PROBLEM DETAILS:
Your answer should consist only of the records, copied exactly, with the images removed.

┌─ PROVIDED DATA

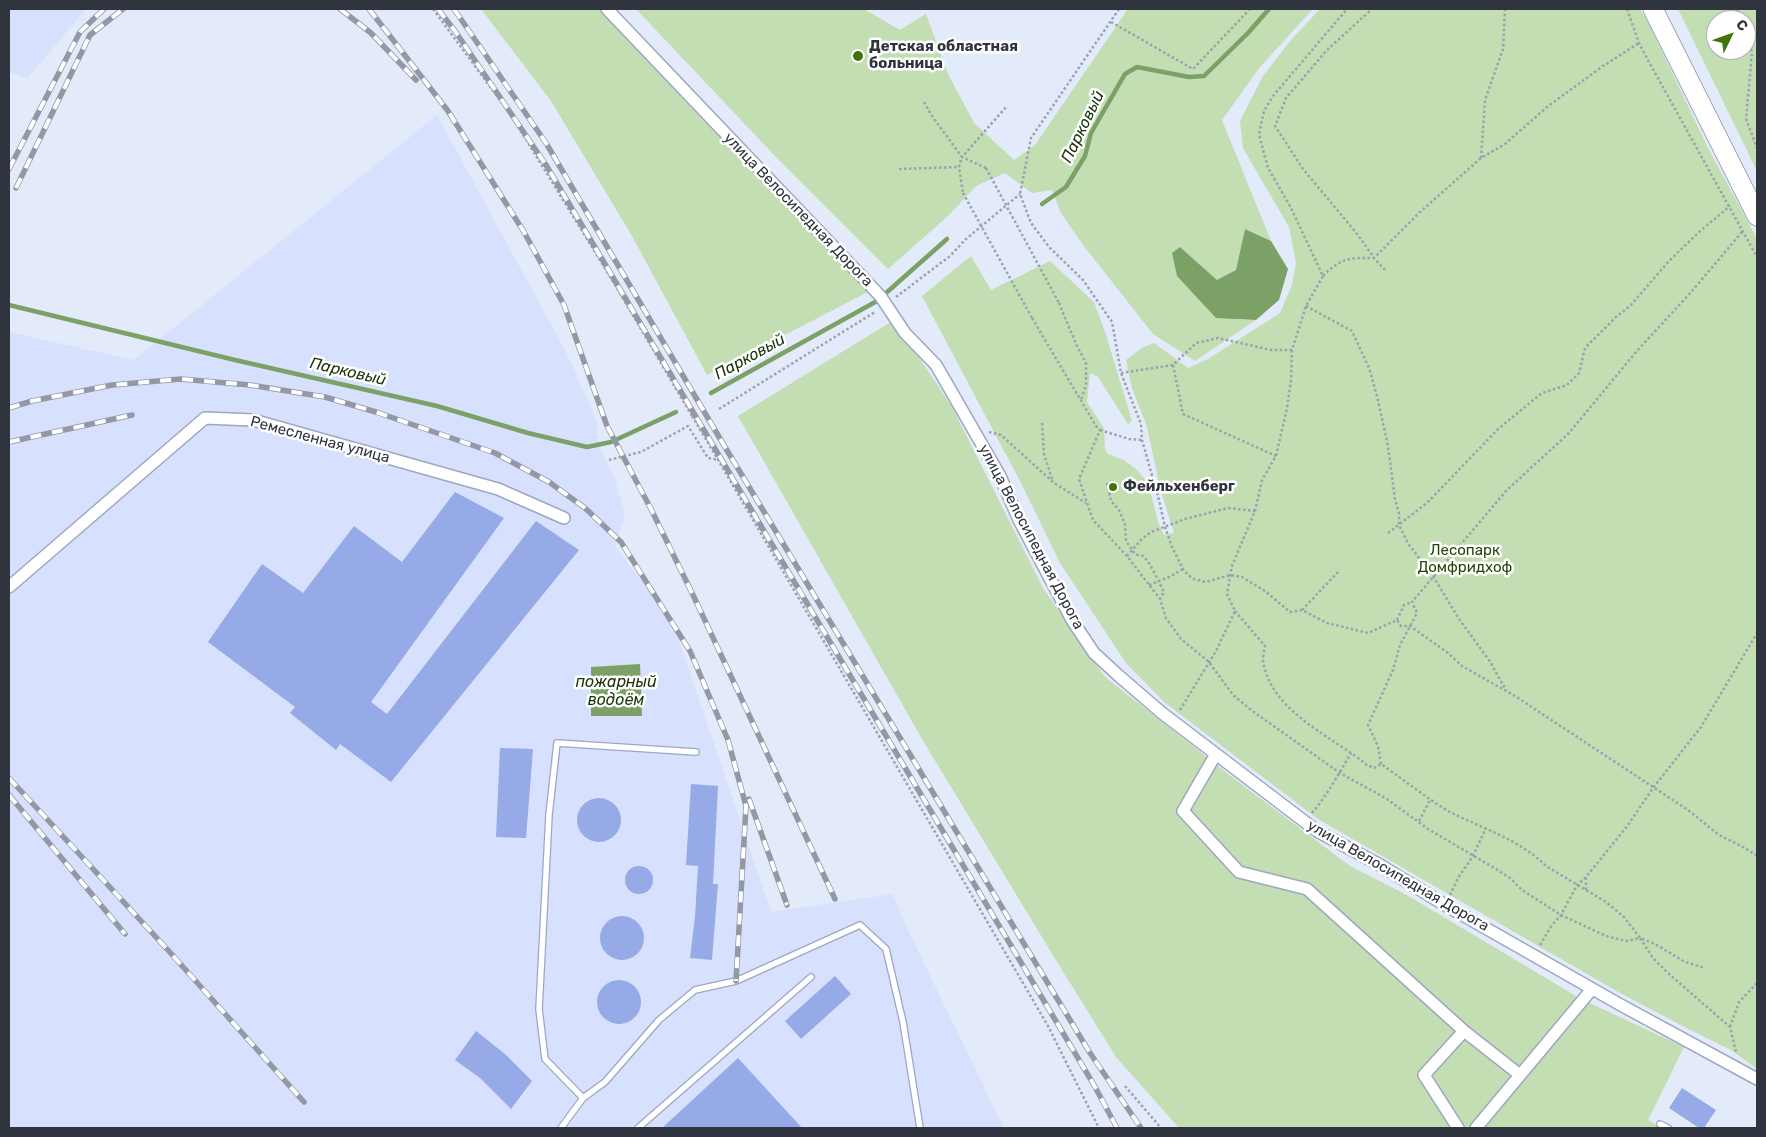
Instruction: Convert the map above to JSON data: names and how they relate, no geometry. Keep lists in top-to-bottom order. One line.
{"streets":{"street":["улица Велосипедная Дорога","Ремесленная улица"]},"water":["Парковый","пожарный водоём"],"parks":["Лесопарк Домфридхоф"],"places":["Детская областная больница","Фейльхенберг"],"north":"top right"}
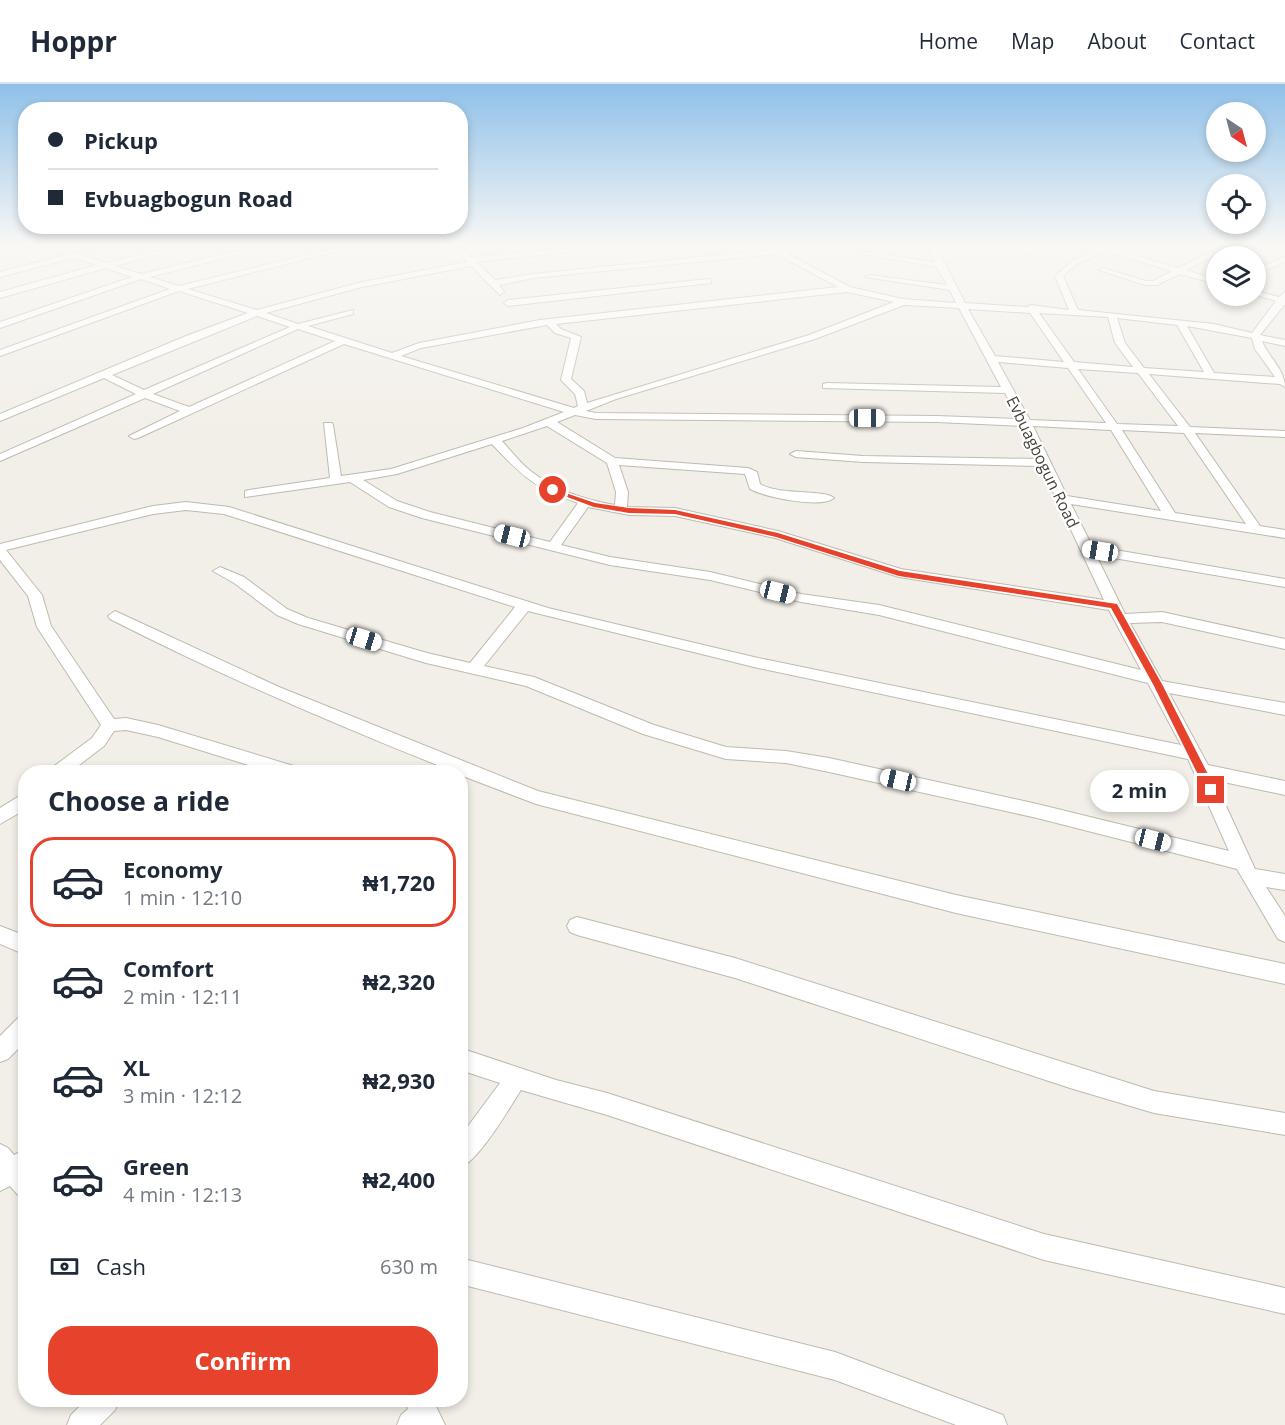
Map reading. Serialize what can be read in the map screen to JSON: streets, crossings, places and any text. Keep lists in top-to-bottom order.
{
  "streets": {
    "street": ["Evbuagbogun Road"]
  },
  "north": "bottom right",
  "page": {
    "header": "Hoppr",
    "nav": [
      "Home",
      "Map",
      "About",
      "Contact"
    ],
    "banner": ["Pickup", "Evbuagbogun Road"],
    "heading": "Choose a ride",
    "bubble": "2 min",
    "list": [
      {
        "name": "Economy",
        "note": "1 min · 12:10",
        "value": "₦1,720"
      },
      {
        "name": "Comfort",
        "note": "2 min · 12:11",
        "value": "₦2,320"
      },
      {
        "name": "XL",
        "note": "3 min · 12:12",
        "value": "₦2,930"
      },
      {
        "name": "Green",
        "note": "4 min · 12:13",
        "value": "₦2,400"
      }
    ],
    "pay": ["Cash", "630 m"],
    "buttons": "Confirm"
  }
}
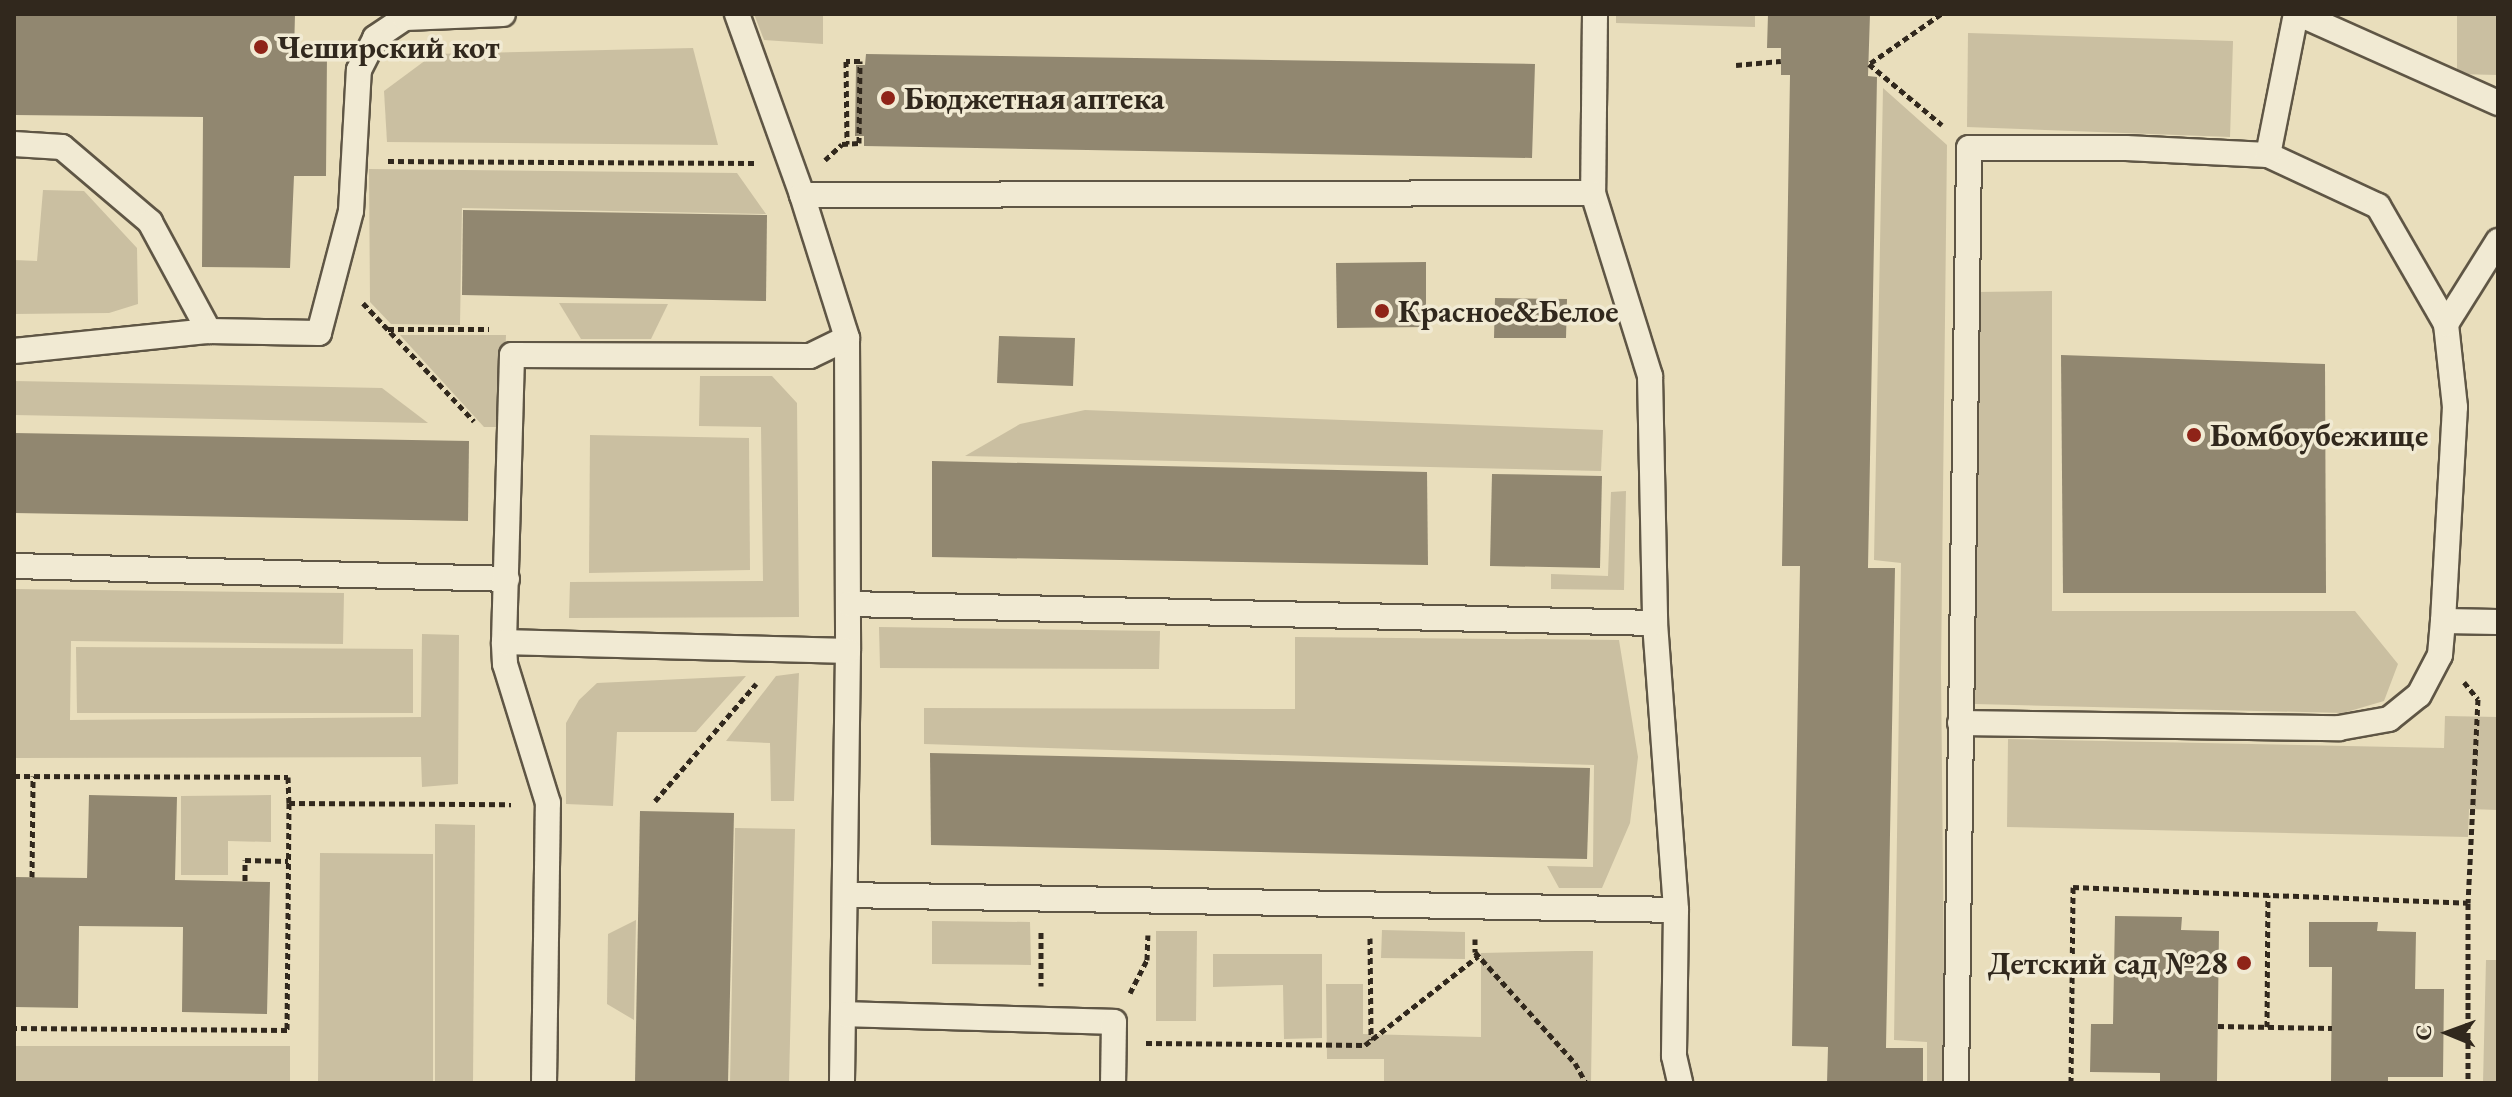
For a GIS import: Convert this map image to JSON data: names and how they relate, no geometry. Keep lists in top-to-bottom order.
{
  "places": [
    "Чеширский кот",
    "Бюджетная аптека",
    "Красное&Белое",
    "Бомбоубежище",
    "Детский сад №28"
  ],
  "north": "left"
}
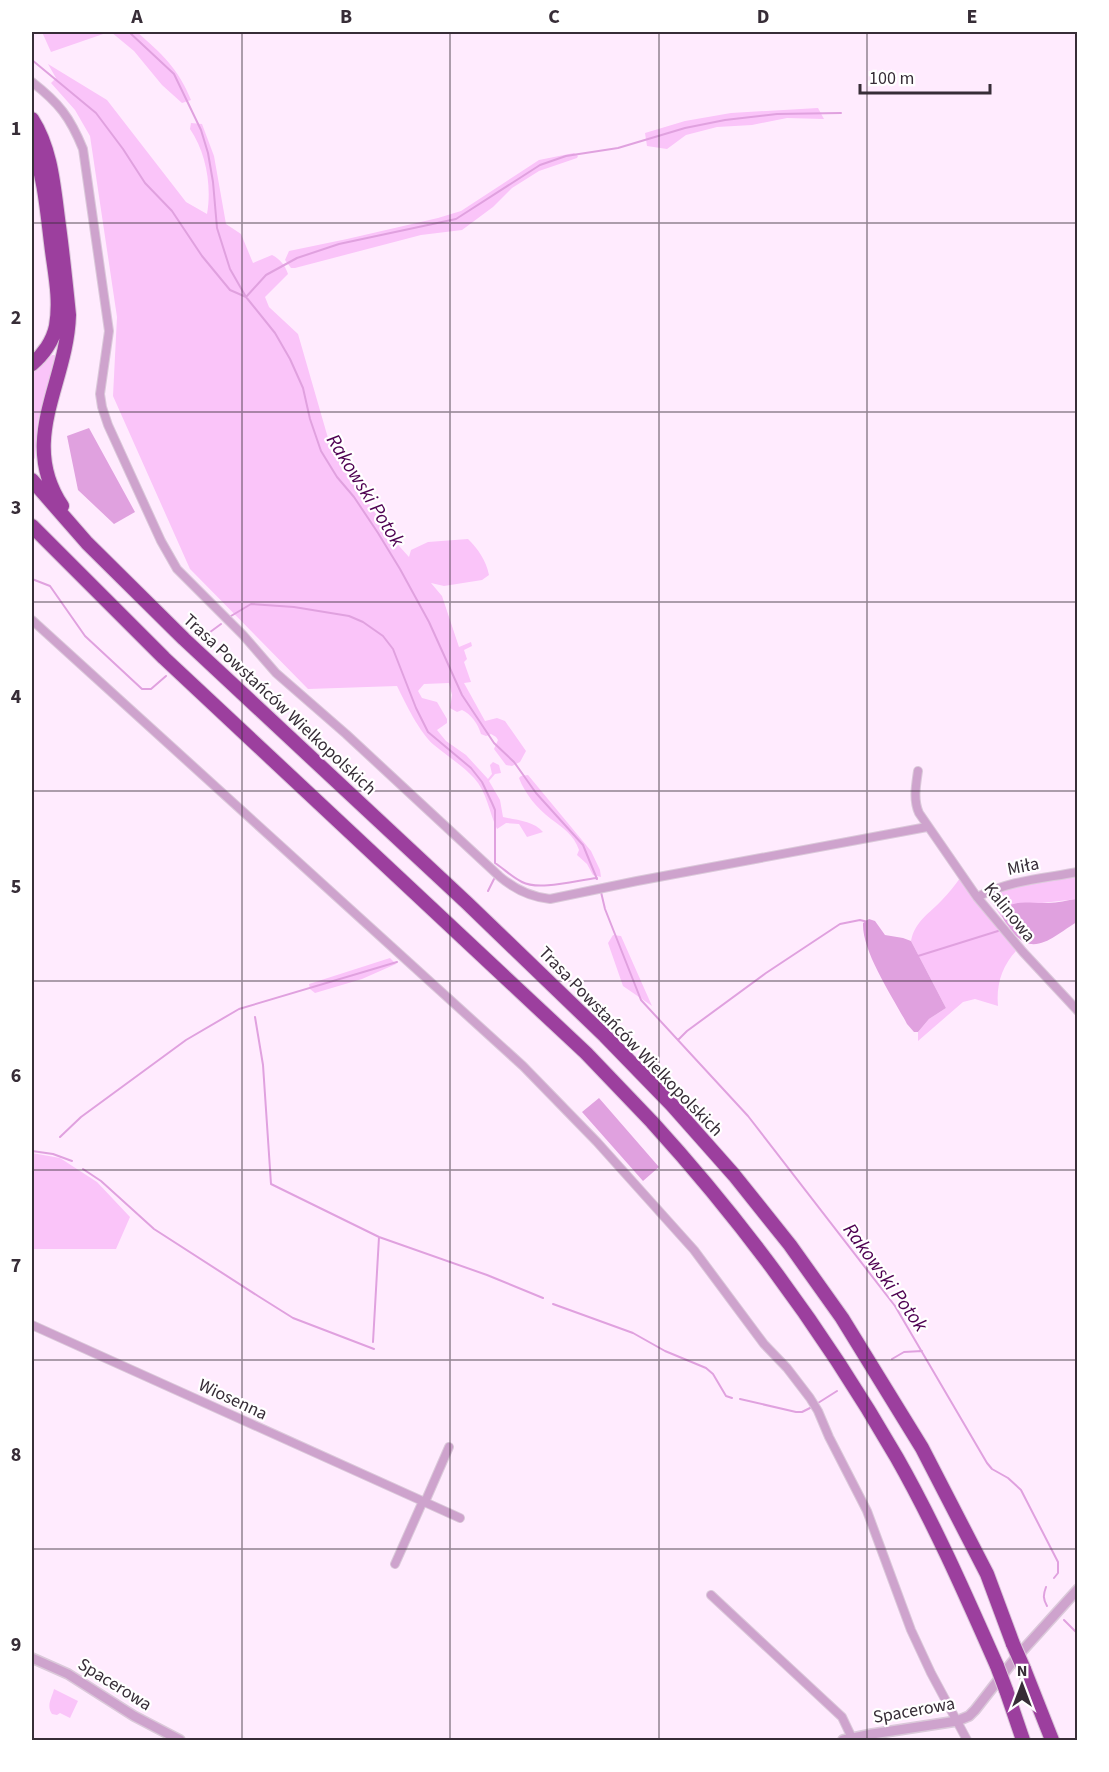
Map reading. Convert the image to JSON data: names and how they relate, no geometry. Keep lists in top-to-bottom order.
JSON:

└─

ANSWER TO THIS EXERCISE:
Instruction: Convert the map above to JSON data: names and how they relate, no geometry. Keep lists in top-to-bottom order. One line.
{"streets":{"street":["улица Велосипедная Дорога","Ремесленная улица"]},"water":["Парковый","пожарный водоём"],"parks":["Лесопарк Домфридхоф"],"places":["Детская областная больница","Фейльхенберг"],"north":"top right"}
Map reading. Serialize what can be read in the map screen to JSON: streets, crossings, places and any text. Keep lists in top-to-bottom order.
{
  "streets": {
    "street": ["Evbuagbogun Road"]
  },
  "north": "bottom right",
  "page": {
    "header": "Hoppr",
    "nav": [
      "Home",
      "Map",
      "About",
      "Contact"
    ],
    "banner": ["Pickup", "Evbuagbogun Road"],
    "heading": "Choose a ride",
    "bubble": "2 min",
    "list": [
      {
        "name": "Economy",
        "note": "1 min · 12:10",
        "value": "₦1,720"
      },
      {
        "name": "Comfort",
        "note": "2 min · 12:11",
        "value": "₦2,320"
      },
      {
        "name": "XL",
        "note": "3 min · 12:12",
        "value": "₦2,930"
      },
      {
        "name": "Green",
        "note": "4 min · 12:13",
        "value": "₦2,400"
      }
    ],
    "pay": ["Cash", "630 m"],
    "buttons": "Confirm"
  }
}
For a GIS import: Convert this map image to JSON data: names and how they relate, no geometry. Keep lists in top-to-bottom order.
{
  "places": [
    "Чеширский кот",
    "Бюджетная аптека",
    "Красное&Белое",
    "Бомбоубежище",
    "Детский сад №28"
  ],
  "north": "left"
}
Map reading. Convert the image to JSON data: names and how they relate, no geometry. Keep lists in top-to-bottom order.
JSON:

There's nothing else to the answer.